WHAT IS NEEDED —
Filter the entries down to the lines holding "page", then copy those lines.

[Opening RECORDS FOR THE TASK section]

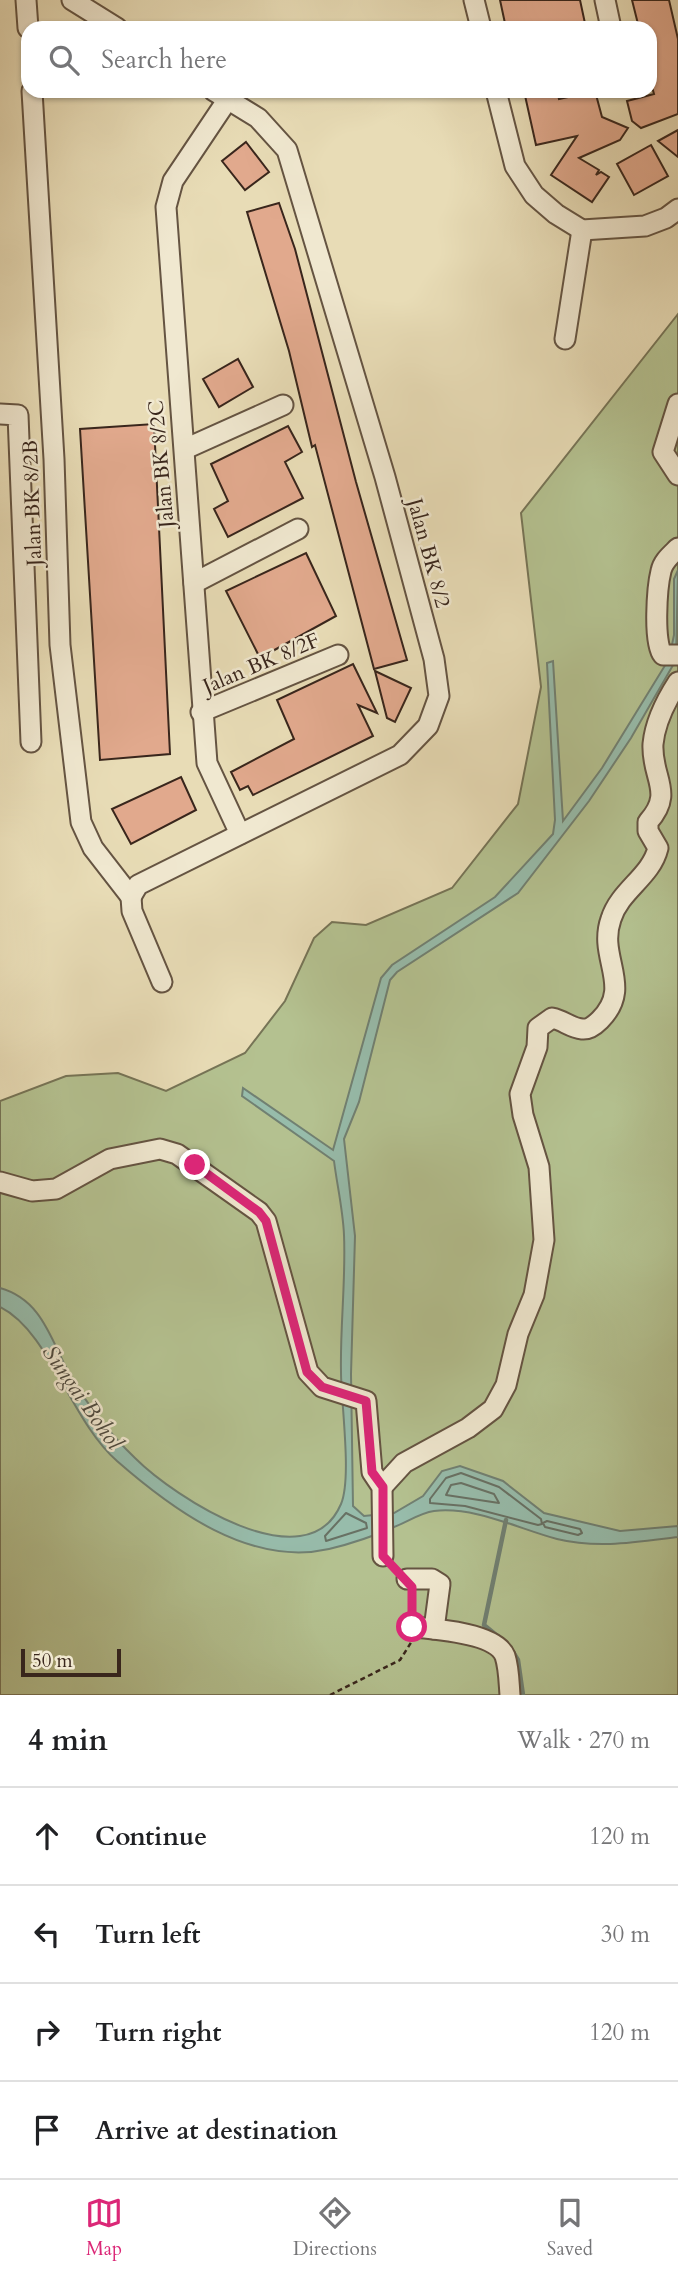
<!DOCTYPE html>
<meta charset="utf-8">
<style>
:root{--surface:#fff;--page:#f6f6f6;--text:#202124;--muted:#757577;--line:#e0e0e0;--accent:#db2777}
body{margin:0;font-family:Cardo,serif;background:var(--page);color:var(--text)}
.scale{position:absolute;left:21px;bottom:18px;width:100px;box-sizing:border-box;padding-left:7px;border:4px solid #39261c;border-top:0;font-size:19px;line-height:24px;white-space:nowrap;color:#39261c;-webkit-text-stroke:5px #f0e8d0;paint-order:stroke}
.stop{position:absolute;width:21px;height:21px;margin:-16px;border:5px solid #db2777;border-radius:50%;background:#fff}
.stop.end{background:#db2777;border-color:#fff;box-shadow:0 2px 7px #0008}
.list{margin:0;padding:0;list-style:none}
h2{display:flex;justify-content:space-between;align-items:center;height:91px;margin:0;padding:0 28px;font-size:30px}
h2 small{font-size:23px;font-weight:400;color:var(--muted)}
.list li{display:grid;grid-template-columns:46px 1fr auto;gap:21px;align-items:center;box-sizing:border-box;height:98px;padding:0 28px;border-top:2px solid var(--line)}
.list b{display:block;font-size:26px;white-space:nowrap}
.list em{font-size:23px;font-style:normal;color:var(--muted)}
.icon{flex:none;width:38px;height:38px;fill:none;stroke:currentColor;stroke-width:2;stroke-linecap:round;stroke-linejoin:round}
.map{position:relative;flex:none;width:678px;height:1695px;overflow:hidden}
.search{position:absolute;background:var(--surface);box-shadow:0 2px 5px #0004;left:21px;right:21px;top:21px;height:77px;display:flex;align-items:center;gap:18px;box-sizing:border-box;padding:0 24px;border-radius:21px;color:var(--muted);font-size:26px}
.sheet{height:483px;background:var(--surface)}
nav{display:flex;justify-content:space-around;align-items:center;box-sizing:border-box;height:98px;border-top:2px solid var(--line);background:var(--surface);font-size:19px;color:var(--muted)}
nav a{display:grid;justify-items:center;gap:4px}
nav .on{color:var(--accent)}
.map>svg:first-child{display:block}
.green{fill:#b4c190;stroke:#767456;stroke-width:2}
.water{fill:#97bcab;stroke:#718072;stroke-width:2}
.lines{fill:none;stroke-linecap:round;stroke-linejoin:round}
.shore{stroke:#687164;stroke-width:2}
.stream{stroke:#718072;stroke-width:4.5}
.building{fill:#e1a98d;stroke:#39261c;stroke-width:2}
.minor-casing{stroke:#655442;stroke-width:23}
.path{stroke:#39261c;stroke-width:2.5;stroke-dasharray:5 3.5;stroke-linecap:butt}
.minor{stroke:#f0e8d0;stroke-width:19}
.route{stroke:#db2777;stroke-width:9}
.labels{text-anchor:middle;stroke-width:5;stroke-linejoin:round;paint-order:stroke}
.street-label{font-size:21px;fill:#39261c;stroke:#f0e8d0}
.water-label{font-size:23px;font-style:italic;fill:#504c40;stroke:#f0e8d0}
</style>
<div class="map">
<svg width="678" height="1695" viewBox="0 0 678 1695">
<rect width="100%" height="100%" fill="#e8dcb6"/>
<filter id="stains"><feTurbulence type="fractalNoise" baseFrequency=".00286" numOctaves="4"/><feColorMatrix values="0 0 0 0 .2 0 0 0 0 .09 0 0 0 0 .02 0 0 0 .5 -.17"/></filter>
<radialGradient id="worn" r=".72"><stop offset=".6" stop-color="#630" stop-opacity="0"/><stop offset="1" stop-color="#630" stop-opacity=".3"/></radialGradient>
<!-- green -->
<polygon class="green" points="678,314 678,1695 0,1695 0,1101 66,1076 118,1073 166,1091 245,1053 285,1001 314,938 332,922 366,925 452,888 518,804 541,687 521,513"/>
<!-- water -->
<path class="water" d="M678,570L676,660L631,738L589,801L518,893L397,972L390,980L359,1102L344,1139L355,1236L351,1374L353,1506L364,1516L394,1513L423,1496L442,1471L460,1466L503,1481L544,1513L620,1531L678,1526V1537C637,1542 598,1549 557,1539C519,1529 474,1506 434,1511C420,1513 407,1522 394,1527C374,1536 350,1544 329,1549C250,1567 173,1510 117,1461C70,1420 50,1332 0,1307V1288C43,1300 51,1341 70,1375C87,1404 111,1435 135,1458C174,1497 307,1584 341,1504C352,1478 341,1403 341,1372C340,1326 346,1280 344,1235C343,1210 337,1185 334,1161L242,1096L243,1088L333,1150L381,978L392,965L495,897L553,834L555,820L547,663L553,661L563,821L602,768L669,659L674,635V579Z"/>
<g class="lines">
<!-- shore -->
<g class="shore">
<polygon points="461,1473 499,1487 541,1519 542,1524 538,1525 465,1506 430,1503 430,1499 446,1478"/>
<polygon points="461,1483 494,1494 499,1503 446,1495 451,1485"/>
<polygon points="346,1513 366,1523 367,1528 326,1541 325,1536"/>
<polygon points="547,1521 580,1529 582,1533 578,1535 545,1527 543,1523"/>
</g>
<!-- stream -->
<g class="stream">
<polyline points="506,1643 484,1625 506,1520"/>
<polyline points="513,1652 518,1660 523,1695"/>
</g>
</g>
<!-- building -->
<g class="building">
<polygon points="500,0 580,0 586,28 506,28"/>
<polygon points="632,0 669,0 678,39 678,114 641,128 632,121 627,101 654,94 650,80 650,28 639,28"/>
<polygon points="524,91 557,91 559,99 595,91 602,117 628,128 620,140 579,158 599,170 596,175 601,172 609,177 592,202 551,175 577,136 536,145"/>
<polygon points="678,130 678,157 658,141"/>
<polygon points="246,142 269,172 245,190 222,161"/>
<polygon points="651,145 668,176 634,195 617,164"/>
<polygon points="279,203 295,249 356,482 407,660 374,669 315,445 312,447 289,351 247,212"/>
<polygon points="238,359 253,387 219,407 203,379"/>
<polygon points="154,424 170,754 100,760 80,429"/>
<polygon points="288,426 302,452 285,462 303,498 228,537 214,509 228,501 211,464"/>
<polygon points="306,553 336,616 260,658 226,591"/>
<polygon points="353,664 377,713 358,705 373,736 253,795 248,786 240,790 231,772 294,739 277,700"/>
<polygon points="375,671 411,688 395,722 387,718"/>
<polygon points="181,777 196,810 131,844 112,809"/>
</g>
<g class="lines">
<!-- minor casing -->
<g class="minor-casing">
<g id="minor">
<polyline points="26,0 28,28"/>
<polyline points="72,0 117,28"/>
<polyline points="474,0 481,28"/>
<polyline points="605,0 611,28"/>
<polyline points="32,91 54,459 60,645 81,822 93,848 131,897"/>
<polyline points="496,91 515,166 534,195 556,214 582,230 645,226 666,218 678,209"/>
<polyline points="228,99 173,181 166,207 207,763 240,834"/>
<polyline points="565,339 582,230"/>
<polyline points="678,404 663,452 678,475"/>
<polyline points="0,414 18,415 31,742"/>
<polyline points="185,449 283,405"/>
<path d="M678,548C671,555 663,561 661,571C657,587 653,643 663,655H678"/>
<polyline points="194,583 298,529"/>
<polyline points="201,712 338,655"/>
<polyline points="131,897 138,885 400,755 428,726 439,696 434,659 385,477 287,150 258,118 214,91"/>
<polyline points="131,897 132,911 162,982"/>
<polyline points="0,1182 32,1191 56,1189 110,1159 160,1149 177,1154 259,1212 266,1221 308,1372 322,1387 366,1401 372,1472 382,1487 383,1556"/>
<path d="M382,1487L404,1463L468,1428L493,1409L506,1385L518,1334L534,1295L544,1240L539,1167L523,1115L520,1094L537,1047L538,1028L552,1018C563,1020 571,1028 582,1029C589,1030 595,1025 600,1020C634,986 597,958 611,919C620,890 651,877 658,848L648,831V822C675,792 651,778 653,744C655,723 667,699 678,682"/>
<polyline points="407,1579 432,1579 440,1584 434,1629"/>
<path d="M412,1627C435,1629 496,1633 505,1656C509,1668 509,1683 510,1695"/>
</g>
</g>
<!-- path -->
<g class="path">
<polyline points="412,1596 412,1610"/>
<polyline points="330,1695 400,1660 412,1641"/>
</g>
<!-- minor -->
<use href="#minor" class="minor"/>
</g>
<g class="lines">
<!-- route -->
<polyline class="route" points="195,1165 259,1212 266,1221 307,1372 322,1387 366,1401 372,1472 383,1487 383,1556 412,1587 412,1627"/>
</g>
<g class="labels">
<!-- street labels -->
<g class="street-label">
<text transform="translate(161 464) rotate(-95)" y="7">Jalan BK 8/2C</text>
<text transform="translate(32 503) rotate(-92)" y="7">Jalan BK 8/2B</text>
<text transform="translate(429 553) rotate(75)" y="7">Jalan BK 8/2</text>
<text transform="translate(261 663) rotate(-23)" y="7">Jalan BK 8/2F</text>
</g>
<!-- water labels -->
<g class="water-label">
<text transform="translate(83 1397) rotate(55)" y="8">Sungai Bohol</text>
</g>
</g>
<rect width="100%" height="100%" filter="url(#stains)"/>
<rect width="100%" height="100%" fill="url(#worn)"/>
</svg>
<div class="scale">50 m</div>
<div class="stop" style="left:412px;top:1627px"></div>
<div class="stop end" style="left:195px;top:1165px"></div>
<div class="search"><svg class="icon" aria-label="search" viewBox="0 0 24 24"><circle cx="10" cy="10" r="6"/><path d="M15 15l6 6"/></svg>Search here</div>
</div>
<section class="sheet">
<h2>4 min<small>Walk · 270 m</small></h2>
<ul class="list">
<li><svg class="icon" aria-label="ahead" viewBox="0 0 24 24"><path d="M12 20V5M6 11l6-6 6 6"/></svg><div><b>Continue</b></div><em>120 m</em></li>
<li><svg class="icon" aria-label="left" viewBox="0 0 24 24"><path d="M17 20v-9H6M10 6l-5 5 5 5"/></svg><div><b>Turn left</b></div><em>30 m</em></li>
<li><svg class="icon" aria-label="right" viewBox="0 0 24 24"><path d="M7 20v-9h11M14 6l5 5-5 5"/></svg><div><b>Turn right</b></div><em>120 m</em></li>
<li><svg class="icon" aria-label="arrive" viewBox="0 0 24 24"><path d="M6 21V4h12l-3 4 3 4H6"/></svg><div><b>Arrive at destination</b></div></li>
</ul>
</section>
<nav>
<a class="on"><svg class="icon" aria-label="map" viewBox="0 0 24 24"><path d="M3 6l6-2 6 2 6-2v14l-6 2-6-2-6 2zM9 4v14M15 6v14"/></svg>Map</a>
<a><svg class="icon" aria-label="directions" viewBox="0 0 24 24"><path d="M12 3l9 9-9 9-9-9zM9 14v-3h6M13 9l2 2-2 2"/></svg>Directions</a>
<a><svg class="icon" aria-label="saved" viewBox="0 0 24 24"><path d="M7 4h10v16l-5-4-5 4z"/></svg>Saved</a>
</nav>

[Closing RECORDS FOR THE TASK section]

RESULT —
:root{--surface:#fff;--page:#f6f6f6;--text:#202124;--muted:#757577;--line:#e0e0e0;--accent:#db2777}
body{margin:0;font-family:Cardo,serif;background:var(--page);color:var(--text)}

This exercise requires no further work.